When? Seasonally, Astrakhan is much like the UK – warm April-September; cold October-March – but expect greater extremes of temperature. Figures have been recorded in the 30s during peak summer months, although by Russian standards, Astrakhan usually has fairly mild winters.
How? Graham took the long route to Astrakhan, riding through Germany, Sweden, Ukraine, and in to Russia, but Astrakhan Airport (ASF), located in the city centre, is another route to the region. Return flights to Astrakhan are available from London Heathrow, London City, London Gatwick, Manchester, and Aberdeen from upwards of £550.
In terms of transporting your own motorcycle, international shipping company James Cargo Services Ltd advises against sending it directly into Russia or Turkey and instead recommends riding across the borders. The company can transport a BMW R 1200 GS to Sofia, Bulgaria for £795+VAT or airfreighted directly into Tbilisi for £1,725. For more, see www.jamescargo.com.
Pack your panniers!
ABR Mike Stevens, retail director of Costwold Outoor, has a BMW R 1150 GS; here are his Russian riding essentials
Lakes, mountains and wide-open plains, this part of Southern Russia has it all. With boiling-hot summers and temperatures plummeting in the winter, it’s an environment to be taken seriously.
Sunblock: Lifesystems sun protection range, from £7.50 On any unsupported summer wilderness trip, a good sunblock is an essential consideration. Lifesystems is specifically formulated for use by active folk in mountain regions.
Hydration: The Camelbak Classic, £45 Long days riding in the mountains can easily lead to dehydration if you don’t watch your fluid intake. This pack has a 2-litre fluid capacity, is big enough to store a few essentials and is designed to be small and light.
Tent: Vango Banshee 200, £120This tent has a small pack-size and weighs in at a smidge over 2kg, but it’s easily big enough for a single rider and their kit. The large side entrance and decent-sized porch are ideal ideal for cooking or easy access when you’re kitted up.

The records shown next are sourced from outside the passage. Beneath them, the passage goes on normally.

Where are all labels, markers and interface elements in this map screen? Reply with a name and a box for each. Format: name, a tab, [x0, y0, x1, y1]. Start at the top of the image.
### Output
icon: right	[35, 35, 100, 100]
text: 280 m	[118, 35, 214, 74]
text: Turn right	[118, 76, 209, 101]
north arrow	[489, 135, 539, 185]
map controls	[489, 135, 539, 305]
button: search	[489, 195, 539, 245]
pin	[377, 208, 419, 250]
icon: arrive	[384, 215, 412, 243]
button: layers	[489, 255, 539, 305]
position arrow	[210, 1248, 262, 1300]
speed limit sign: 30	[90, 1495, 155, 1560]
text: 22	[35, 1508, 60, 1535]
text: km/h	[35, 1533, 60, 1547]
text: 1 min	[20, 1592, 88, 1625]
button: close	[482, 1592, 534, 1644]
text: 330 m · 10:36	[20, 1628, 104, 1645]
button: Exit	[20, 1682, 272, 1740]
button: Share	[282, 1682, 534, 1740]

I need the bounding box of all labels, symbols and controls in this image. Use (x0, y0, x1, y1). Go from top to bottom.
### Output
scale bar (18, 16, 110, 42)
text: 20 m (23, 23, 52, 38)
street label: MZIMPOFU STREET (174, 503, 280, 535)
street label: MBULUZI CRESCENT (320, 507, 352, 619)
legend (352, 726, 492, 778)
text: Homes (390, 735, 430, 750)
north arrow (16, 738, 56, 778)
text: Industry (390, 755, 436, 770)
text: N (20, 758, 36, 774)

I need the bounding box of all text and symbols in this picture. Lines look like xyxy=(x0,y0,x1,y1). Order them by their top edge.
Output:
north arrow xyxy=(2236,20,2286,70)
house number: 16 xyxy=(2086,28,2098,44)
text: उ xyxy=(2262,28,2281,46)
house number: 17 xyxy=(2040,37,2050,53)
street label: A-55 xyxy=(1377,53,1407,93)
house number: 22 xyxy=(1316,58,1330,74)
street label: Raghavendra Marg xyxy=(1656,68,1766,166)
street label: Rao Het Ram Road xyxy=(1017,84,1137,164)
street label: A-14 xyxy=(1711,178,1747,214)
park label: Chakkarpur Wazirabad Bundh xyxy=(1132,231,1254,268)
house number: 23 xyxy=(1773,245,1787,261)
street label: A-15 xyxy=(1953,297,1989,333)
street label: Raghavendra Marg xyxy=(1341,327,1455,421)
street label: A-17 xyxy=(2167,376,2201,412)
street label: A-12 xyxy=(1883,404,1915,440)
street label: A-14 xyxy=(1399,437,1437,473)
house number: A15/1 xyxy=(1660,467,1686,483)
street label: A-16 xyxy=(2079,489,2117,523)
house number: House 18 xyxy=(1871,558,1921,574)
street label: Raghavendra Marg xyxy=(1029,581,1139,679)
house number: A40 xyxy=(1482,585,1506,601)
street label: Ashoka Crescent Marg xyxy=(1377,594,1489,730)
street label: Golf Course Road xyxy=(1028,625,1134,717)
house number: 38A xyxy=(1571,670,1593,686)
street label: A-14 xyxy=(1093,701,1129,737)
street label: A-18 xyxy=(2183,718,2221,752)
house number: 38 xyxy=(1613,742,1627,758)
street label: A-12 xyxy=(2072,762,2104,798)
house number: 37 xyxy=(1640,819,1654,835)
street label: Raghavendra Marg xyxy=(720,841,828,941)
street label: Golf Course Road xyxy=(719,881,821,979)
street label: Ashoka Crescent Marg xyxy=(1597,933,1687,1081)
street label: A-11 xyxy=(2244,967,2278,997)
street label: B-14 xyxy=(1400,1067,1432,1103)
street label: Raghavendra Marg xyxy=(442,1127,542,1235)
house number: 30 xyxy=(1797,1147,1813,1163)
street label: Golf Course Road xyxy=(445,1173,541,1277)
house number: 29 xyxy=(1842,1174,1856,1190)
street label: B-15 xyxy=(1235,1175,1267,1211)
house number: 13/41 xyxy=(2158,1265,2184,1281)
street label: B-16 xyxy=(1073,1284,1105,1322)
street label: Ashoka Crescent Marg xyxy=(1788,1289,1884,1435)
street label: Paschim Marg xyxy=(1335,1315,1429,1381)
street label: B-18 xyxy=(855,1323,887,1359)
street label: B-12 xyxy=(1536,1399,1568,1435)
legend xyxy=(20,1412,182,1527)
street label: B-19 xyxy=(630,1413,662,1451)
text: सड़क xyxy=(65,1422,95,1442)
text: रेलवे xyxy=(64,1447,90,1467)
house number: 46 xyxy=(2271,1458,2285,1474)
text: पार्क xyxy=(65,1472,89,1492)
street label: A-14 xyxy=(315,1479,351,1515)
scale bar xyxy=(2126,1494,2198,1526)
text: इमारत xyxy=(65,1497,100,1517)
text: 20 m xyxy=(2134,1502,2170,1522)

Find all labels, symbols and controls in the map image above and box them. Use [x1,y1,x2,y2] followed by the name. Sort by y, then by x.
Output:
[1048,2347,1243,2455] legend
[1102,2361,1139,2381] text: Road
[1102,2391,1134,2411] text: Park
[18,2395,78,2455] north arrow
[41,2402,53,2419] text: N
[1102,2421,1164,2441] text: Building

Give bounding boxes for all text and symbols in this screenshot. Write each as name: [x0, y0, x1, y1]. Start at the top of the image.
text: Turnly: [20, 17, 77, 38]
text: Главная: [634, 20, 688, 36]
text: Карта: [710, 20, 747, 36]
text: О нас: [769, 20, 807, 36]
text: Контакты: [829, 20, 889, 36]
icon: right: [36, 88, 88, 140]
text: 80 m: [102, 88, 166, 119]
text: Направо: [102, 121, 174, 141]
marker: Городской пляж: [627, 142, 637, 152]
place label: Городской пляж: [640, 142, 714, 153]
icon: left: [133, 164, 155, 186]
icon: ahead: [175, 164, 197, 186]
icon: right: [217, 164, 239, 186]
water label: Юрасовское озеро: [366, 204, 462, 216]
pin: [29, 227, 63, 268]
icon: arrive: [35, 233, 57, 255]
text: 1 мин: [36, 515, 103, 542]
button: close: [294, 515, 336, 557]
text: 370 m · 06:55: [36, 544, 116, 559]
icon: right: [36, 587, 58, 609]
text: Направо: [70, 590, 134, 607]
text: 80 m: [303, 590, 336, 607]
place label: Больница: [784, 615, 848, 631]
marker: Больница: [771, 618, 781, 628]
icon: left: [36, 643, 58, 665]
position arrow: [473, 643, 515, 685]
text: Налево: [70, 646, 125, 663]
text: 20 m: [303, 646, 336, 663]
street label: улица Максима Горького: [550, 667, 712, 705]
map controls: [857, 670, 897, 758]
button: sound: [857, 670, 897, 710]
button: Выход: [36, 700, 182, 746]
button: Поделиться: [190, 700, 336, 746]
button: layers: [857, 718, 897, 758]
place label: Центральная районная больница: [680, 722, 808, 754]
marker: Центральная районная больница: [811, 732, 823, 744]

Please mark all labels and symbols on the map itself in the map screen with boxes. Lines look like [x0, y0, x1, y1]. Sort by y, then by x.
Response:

Sleeping bag: The Deuter Travel Lite 300, £70Even in the summer, the mountain regions can get chilly over-night. This bag is small enough not to fill the panniers but has a lower comfort limit of -2oC, so should be flexible enough for this trip.
Stove: MSR Whisperlite International, £100 Camping shops are a rare find here, so your best bet is a mulit-fuel stove. This stove is a classic for good reason; it’s easy to use, does the job in all conditions, but most of all, it just works! Hundreds of mountaineers, campers and adventurers can’t be wrong.
Cook set: The MSR Titanium Kettle, £50 One-pot cooking is the way forward, so make sure the pot you pick is a good one! This kettle is versatile enough to be used as a pot, mug or bowl. Cook a stew of locally caught fish, or squeeze in a Wayfarer ready meal.
Luxury item: Lifeventure Wide Mouth Flask, £20Make a brew in the morning and keep topped up with tea during the day, or make use of the wide mouth to carry chunky soups or add ice to drinks. It even comes with a second mug, to share a cuppa with whoever you meet on the road.